■ Try it
Every record below should be retyped exactly, and no picture should appear in the copy.

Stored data
########
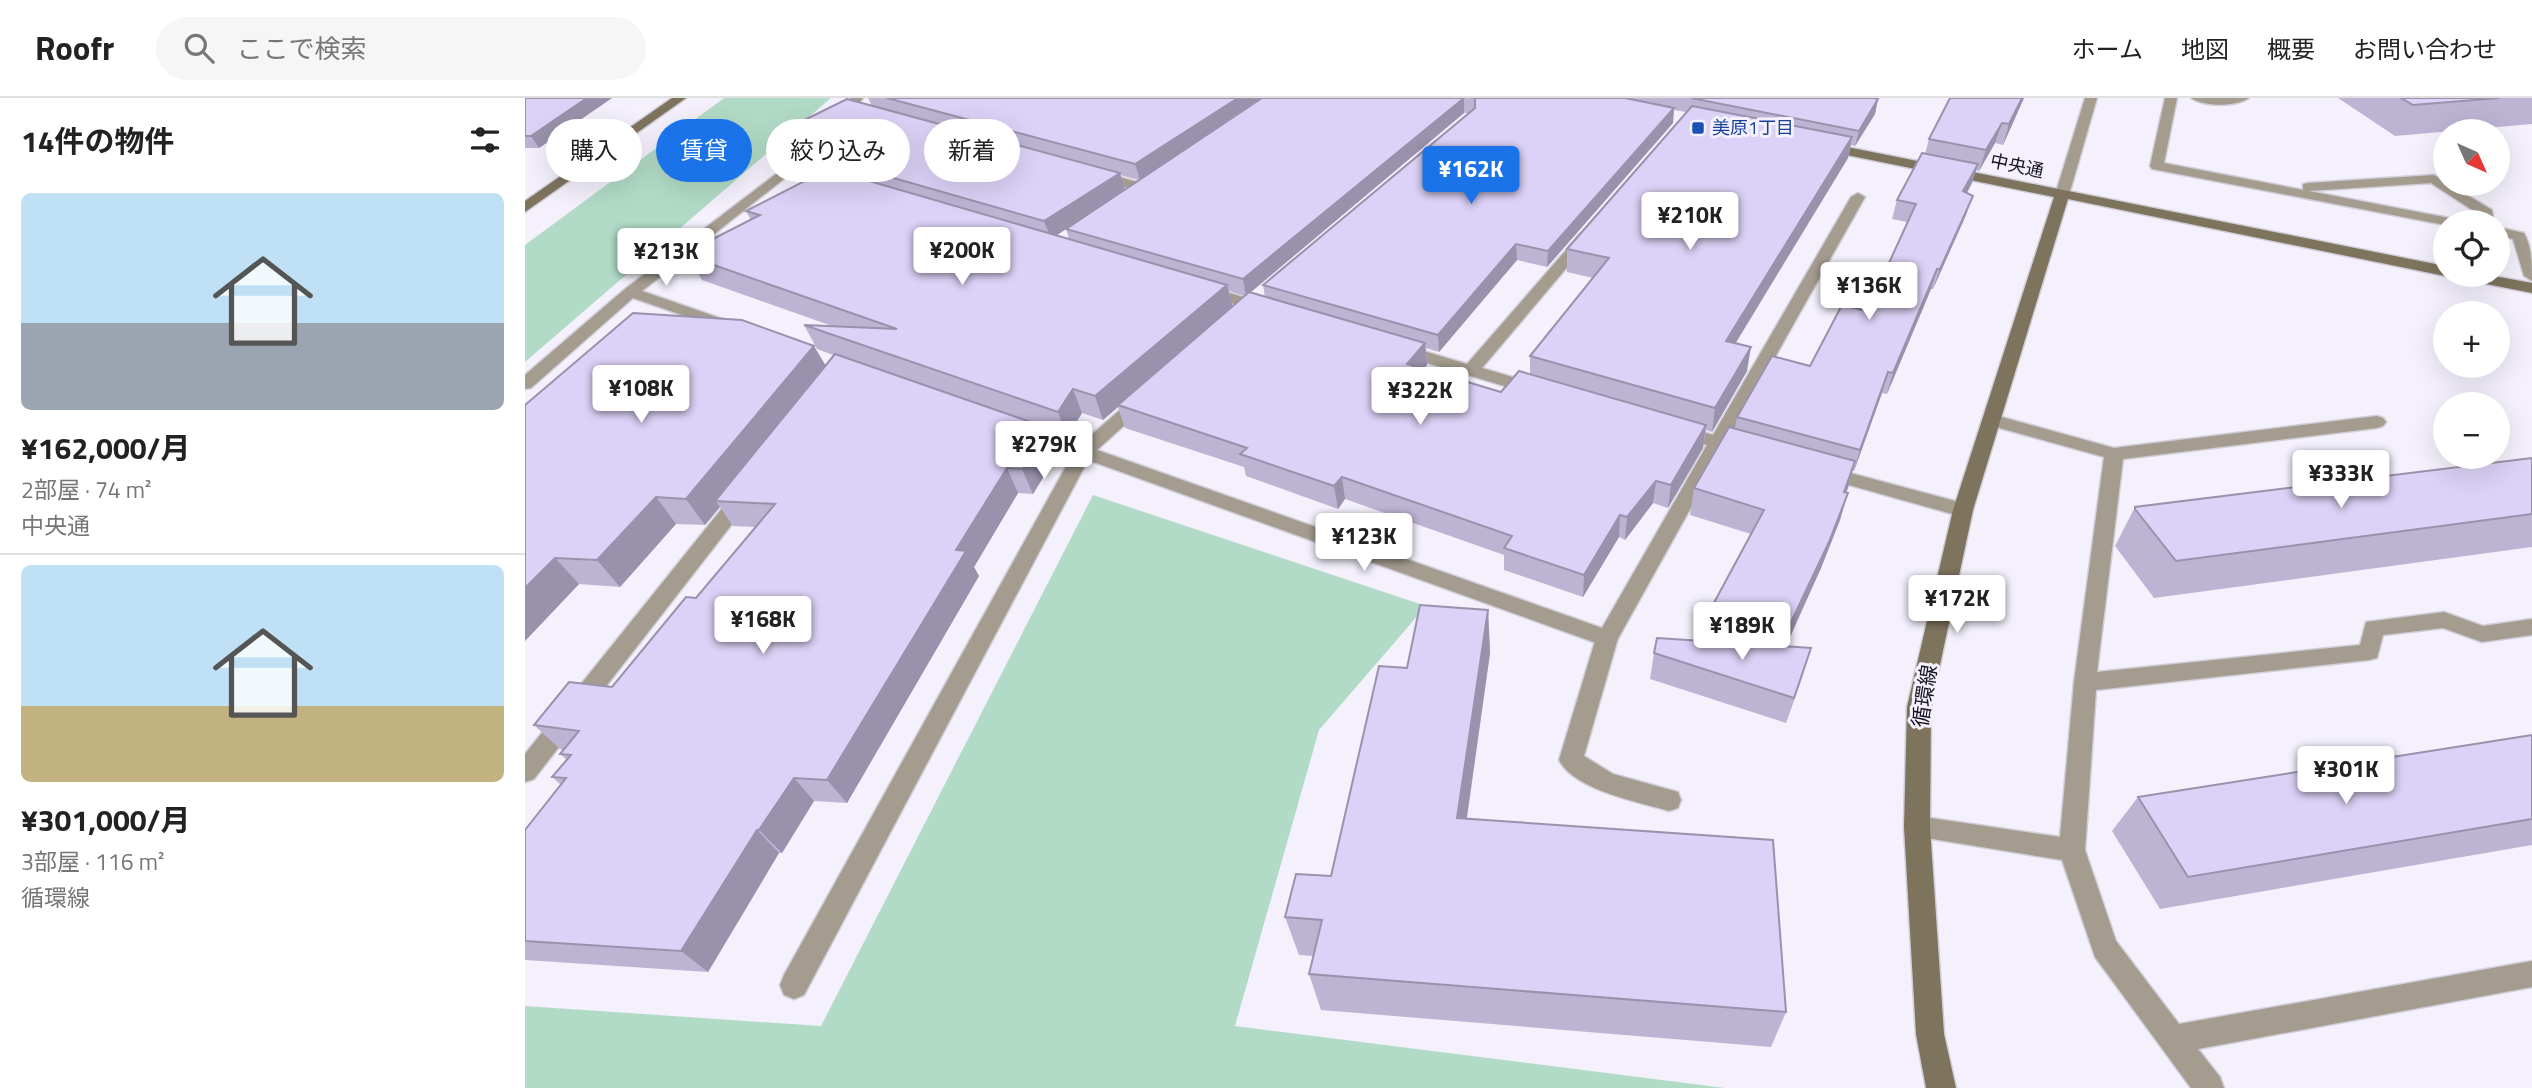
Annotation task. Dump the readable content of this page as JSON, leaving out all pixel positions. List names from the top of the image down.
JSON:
{
  "streets": {
    "street": ["中央通", "循環線"]
  },
  "crossings": [
    ["中央通", "循環線"]
  ],
  "places": {
    "transit": ["美原1丁目"]
  },
  "north": "bottom right",
  "page": {
    "header": "Roofr",
    "search": "ここで検索",
    "nav": [
      "ホーム",
      "地図",
      "概要",
      "お問い合わせ"
    ],
    "heading": "14件の物件",
    "map_buttons": ["+", "−"],
    "chip": [
      "購入",
      "賃貸",
      "絞り込み",
      "新着"
    ],
    "price": [
      "¥162K",
      "¥210K",
      "¥200K",
      "¥213K",
      "¥136K",
      "¥108K",
      "¥322K",
      "¥279K",
      "¥333K",
      "¥123K",
      "¥172K",
      "¥168K",
      "¥189K",
      "¥301K"
    ],
    "list": [
      {
        "name": "¥162,000/月",
        "note": "2部屋 · 74 m² · 中央通"
      },
      {
        "name": "¥301,000/月",
        "note": "3部屋 · 116 m² · 循環線"
      }
    ]
  }
}
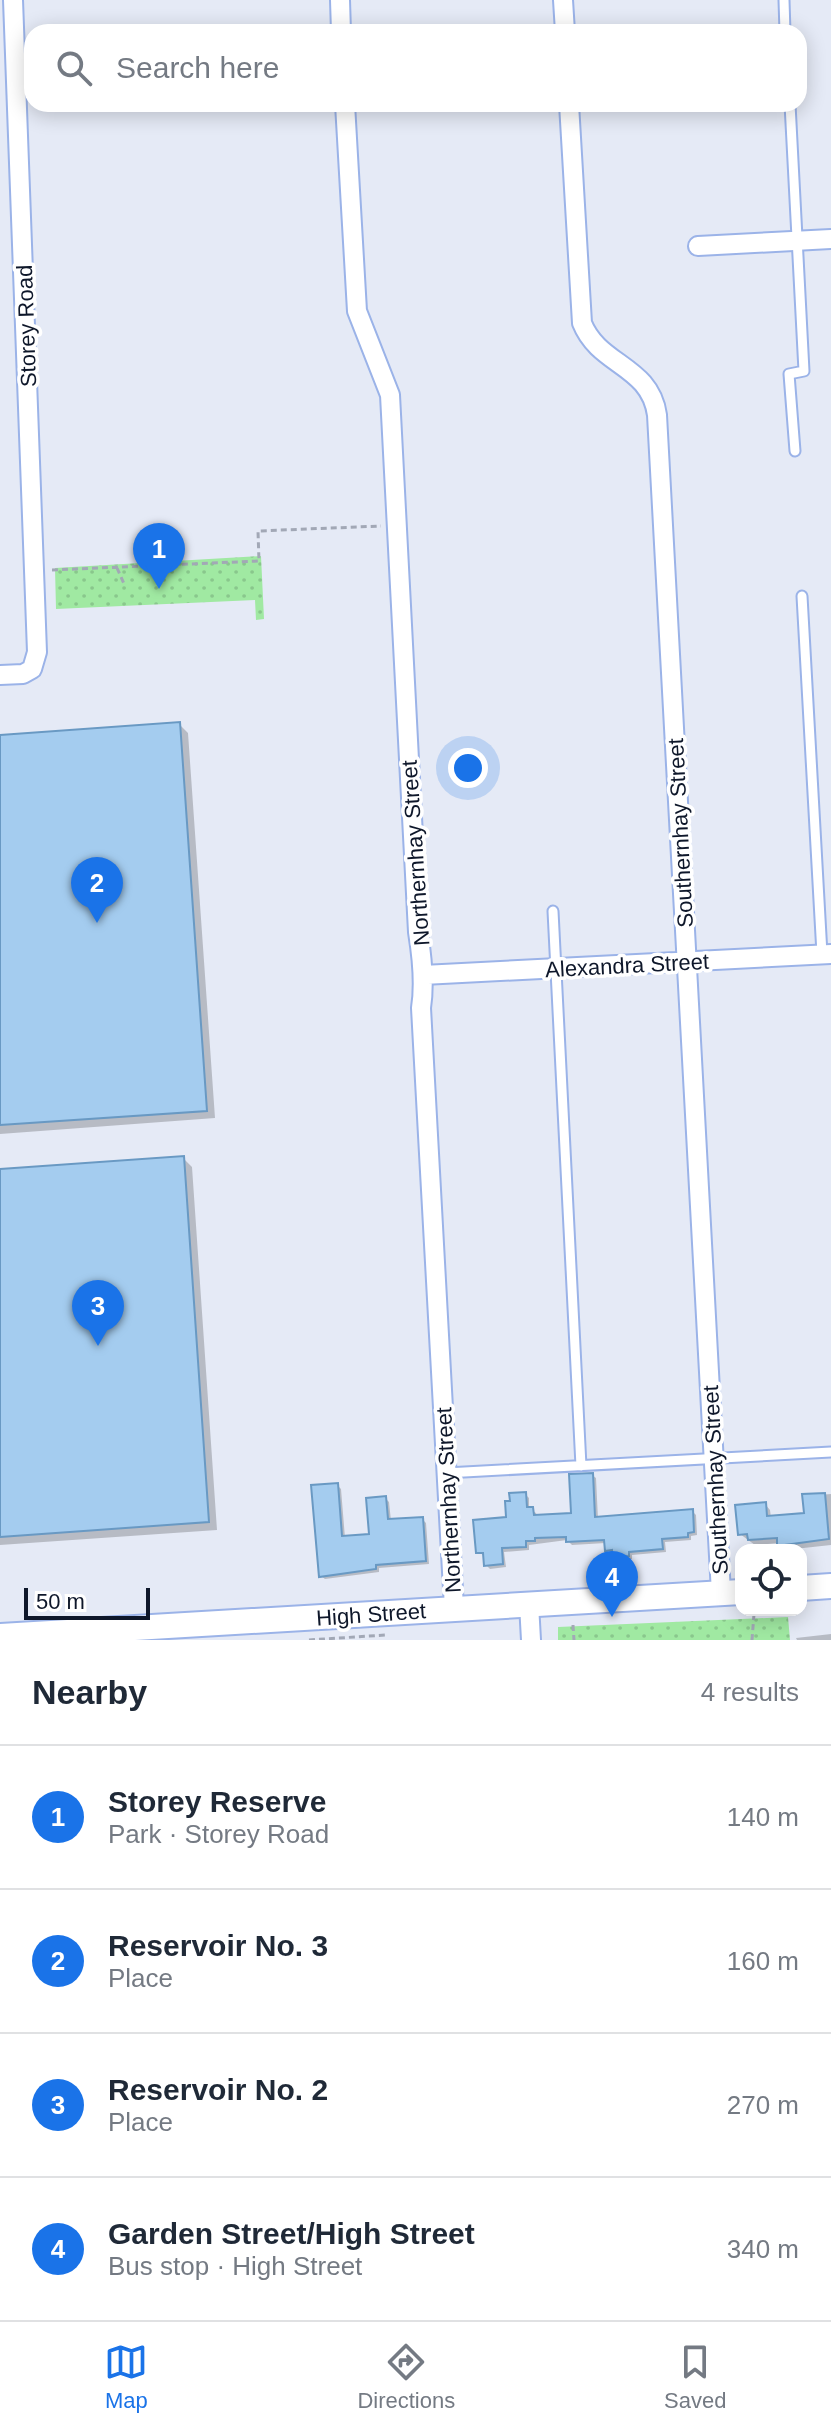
########
■ Exercise solution
Annotation task. Dump the readable content of this page as JSON, leaving out all pixel positions. List names from the top of the image down.
JSON:
{
  "streets": {
    "street": ["中央通", "循環線"]
  },
  "crossings": [
    ["中央通", "循環線"]
  ],
  "places": {
    "transit": ["美原1丁目"]
  },
  "north": "bottom right",
  "page": {
    "header": "Roofr",
    "search": "ここで検索",
    "nav": [
      "ホーム",
      "地図",
      "概要",
      "お問い合わせ"
    ],
    "heading": "14件の物件",
    "map_buttons": ["+", "−"],
    "chip": [
      "購入",
      "賃貸",
      "絞り込み",
      "新着"
    ],
    "price": [
      "¥162K",
      "¥210K",
      "¥200K",
      "¥213K",
      "¥136K",
      "¥108K",
      "¥322K",
      "¥279K",
      "¥333K",
      "¥123K",
      "¥172K",
      "¥168K",
      "¥189K",
      "¥301K"
    ],
    "list": [
      {
        "name": "¥162,000/月",
        "note": "2部屋 · 74 m² · 中央通"
      },
      {
        "name": "¥301,000/月",
        "note": "3部屋 · 116 m² · 循環線"
      }
    ]
  }
}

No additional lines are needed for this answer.